Publié le par Union Locale Cgt de Soissons

« La solidarité doit croître »  1er mai 2009

 

         Notre société est traversée par une crise mondiale d'une grande ampleur qui frappe durement notre département. Les annonces de fermetures d'établissements, de réductions d'effectifs, de chômage partiel se succèdent. Comme vous, j'ai vu la misère de ceux qui peinent. Des familles se trouvent en situation difficile et parfois se disloquent. Les personnes les plus pauvres sont les premières victimes, mais non les seules. Comme vous, j'ai entendu le 'cri silencieux' de ceux qui n'osent ni parler ni manifester, mais dont la détresse grandit.


         L'Église catholique n'a pas de solution à cette crise.  Elle n'a pas à donner de leçon ni à désigner des responsables. Dans quelques semaines, elle offrira sa contribution au débat, au niveau mondial, par une encyclique sociale, comme elle le fait régulièrement. Quant aux catholiques du diocèse, dont certains militent pour la justice au coude à coude avec d'autres, ils vivent au rythme des axonais(es). Il faut que tout ce qui est inhumain les révolte, comme tant d'autres. Je souhaite aussi que tout ce qui est vraiment humain trouve écho dans leur cœur. Il est urgent d'inventer et de promouvoir des comportements plus solidaires.

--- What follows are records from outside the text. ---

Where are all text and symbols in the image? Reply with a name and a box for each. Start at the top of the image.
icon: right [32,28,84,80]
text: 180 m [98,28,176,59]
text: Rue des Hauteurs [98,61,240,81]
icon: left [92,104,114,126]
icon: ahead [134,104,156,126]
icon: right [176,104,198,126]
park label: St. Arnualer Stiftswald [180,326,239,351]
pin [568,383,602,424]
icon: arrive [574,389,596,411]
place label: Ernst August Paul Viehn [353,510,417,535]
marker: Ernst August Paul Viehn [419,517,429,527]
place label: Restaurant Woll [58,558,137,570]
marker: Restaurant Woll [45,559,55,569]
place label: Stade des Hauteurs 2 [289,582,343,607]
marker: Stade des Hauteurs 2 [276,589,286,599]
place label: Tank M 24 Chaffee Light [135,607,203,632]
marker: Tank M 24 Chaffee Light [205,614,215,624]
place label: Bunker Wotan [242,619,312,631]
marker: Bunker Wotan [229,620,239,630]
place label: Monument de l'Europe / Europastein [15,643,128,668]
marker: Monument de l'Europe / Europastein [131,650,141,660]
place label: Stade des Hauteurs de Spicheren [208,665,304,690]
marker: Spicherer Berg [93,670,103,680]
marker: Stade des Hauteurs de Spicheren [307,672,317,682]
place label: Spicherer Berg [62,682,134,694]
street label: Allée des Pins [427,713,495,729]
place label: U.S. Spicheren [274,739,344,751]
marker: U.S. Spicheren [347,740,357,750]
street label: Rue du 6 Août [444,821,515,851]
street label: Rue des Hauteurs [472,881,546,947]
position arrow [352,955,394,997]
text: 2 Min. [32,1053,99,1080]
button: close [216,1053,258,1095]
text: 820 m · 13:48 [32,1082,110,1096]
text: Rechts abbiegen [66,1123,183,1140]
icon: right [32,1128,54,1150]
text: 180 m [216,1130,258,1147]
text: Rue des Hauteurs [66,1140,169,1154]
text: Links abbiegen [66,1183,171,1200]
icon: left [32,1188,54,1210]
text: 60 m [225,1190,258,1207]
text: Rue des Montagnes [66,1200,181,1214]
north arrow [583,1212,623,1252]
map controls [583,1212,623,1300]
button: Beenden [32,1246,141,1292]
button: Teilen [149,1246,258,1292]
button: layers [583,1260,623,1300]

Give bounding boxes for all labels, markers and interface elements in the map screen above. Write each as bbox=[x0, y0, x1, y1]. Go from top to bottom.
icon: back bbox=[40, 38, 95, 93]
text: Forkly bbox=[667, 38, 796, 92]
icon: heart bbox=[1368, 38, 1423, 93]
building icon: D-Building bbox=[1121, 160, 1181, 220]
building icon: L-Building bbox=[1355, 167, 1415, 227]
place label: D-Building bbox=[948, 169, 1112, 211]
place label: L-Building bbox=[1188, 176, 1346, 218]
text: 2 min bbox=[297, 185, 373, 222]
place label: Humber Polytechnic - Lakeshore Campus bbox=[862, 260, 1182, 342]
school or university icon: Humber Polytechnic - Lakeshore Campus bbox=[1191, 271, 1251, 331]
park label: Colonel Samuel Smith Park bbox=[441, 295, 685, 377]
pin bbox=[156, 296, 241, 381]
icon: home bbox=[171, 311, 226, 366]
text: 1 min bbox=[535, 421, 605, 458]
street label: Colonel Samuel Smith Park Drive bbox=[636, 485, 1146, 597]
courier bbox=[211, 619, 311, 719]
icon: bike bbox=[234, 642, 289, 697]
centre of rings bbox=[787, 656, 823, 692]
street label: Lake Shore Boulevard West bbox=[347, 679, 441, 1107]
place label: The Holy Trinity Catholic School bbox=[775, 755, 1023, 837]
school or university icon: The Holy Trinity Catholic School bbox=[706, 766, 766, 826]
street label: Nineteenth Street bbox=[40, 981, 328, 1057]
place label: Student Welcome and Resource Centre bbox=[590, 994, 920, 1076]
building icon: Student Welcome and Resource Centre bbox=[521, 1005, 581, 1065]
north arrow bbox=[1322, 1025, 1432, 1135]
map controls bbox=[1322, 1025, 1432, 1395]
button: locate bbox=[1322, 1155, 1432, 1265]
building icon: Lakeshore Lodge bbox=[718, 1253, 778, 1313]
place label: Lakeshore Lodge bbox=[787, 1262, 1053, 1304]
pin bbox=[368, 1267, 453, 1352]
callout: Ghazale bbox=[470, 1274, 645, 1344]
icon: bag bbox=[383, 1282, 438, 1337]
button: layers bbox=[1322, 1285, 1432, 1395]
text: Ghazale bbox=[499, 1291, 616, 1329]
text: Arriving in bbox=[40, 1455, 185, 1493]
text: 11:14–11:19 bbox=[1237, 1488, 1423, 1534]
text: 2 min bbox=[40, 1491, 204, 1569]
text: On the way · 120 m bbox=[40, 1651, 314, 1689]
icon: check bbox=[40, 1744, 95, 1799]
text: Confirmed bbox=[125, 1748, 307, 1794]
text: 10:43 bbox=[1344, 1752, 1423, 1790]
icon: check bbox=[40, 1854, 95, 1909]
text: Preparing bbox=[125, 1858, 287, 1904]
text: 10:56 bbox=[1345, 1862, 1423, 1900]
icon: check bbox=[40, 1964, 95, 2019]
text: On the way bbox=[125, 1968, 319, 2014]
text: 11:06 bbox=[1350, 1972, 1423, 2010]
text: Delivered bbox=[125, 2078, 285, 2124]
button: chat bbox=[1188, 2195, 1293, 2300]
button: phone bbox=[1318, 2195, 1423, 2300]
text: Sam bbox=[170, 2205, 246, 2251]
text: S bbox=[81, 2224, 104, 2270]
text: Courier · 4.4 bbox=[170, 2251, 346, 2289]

         En ce 1er mai, je veux seulement être un porte-voix pour dénoncer ce qui conduit à un désastre humain. Je n'ai cependant rien d'un expert économique, mais à l'heure où certains d'entre eux reconnaissent la limite de leurs analyses, pourquoi ne pas risquer une parole lucide sur la situation ? Aujourd'hui, des bulles financières ont éclaté mais d'autres sont en train de naître. Dans le même temps les fractures sociales, les déséquilibres mondiaux augmentent aussi fortement que les nouvelles dettes des états. L'ultra-libéralisme et l'idolâtrie de l'argent sont des fléaux et doivent être condamnés. Ce désastre financier touche et menace des millions de gens. L'argent en a donc rendu fou plus d'un et le monde de la finance a perdu la tête. Les pratiques spéculatives déconnectées de l'économie ont souvent pour seule fin la recherche d'un profit immédiat. Or l'activité financière doit se soucier du bien commun et du long terme. Comme le dit Benoît XVI : « une finance limitée au court terme et au très court terme devient dangereuse pour tous... Seule l'inconscience peut conduire à construire une maison dorée avec tout autour le désert et la désolation. » Il est grand temps de revoir, par exemple, la logique des systèmes de rémunération.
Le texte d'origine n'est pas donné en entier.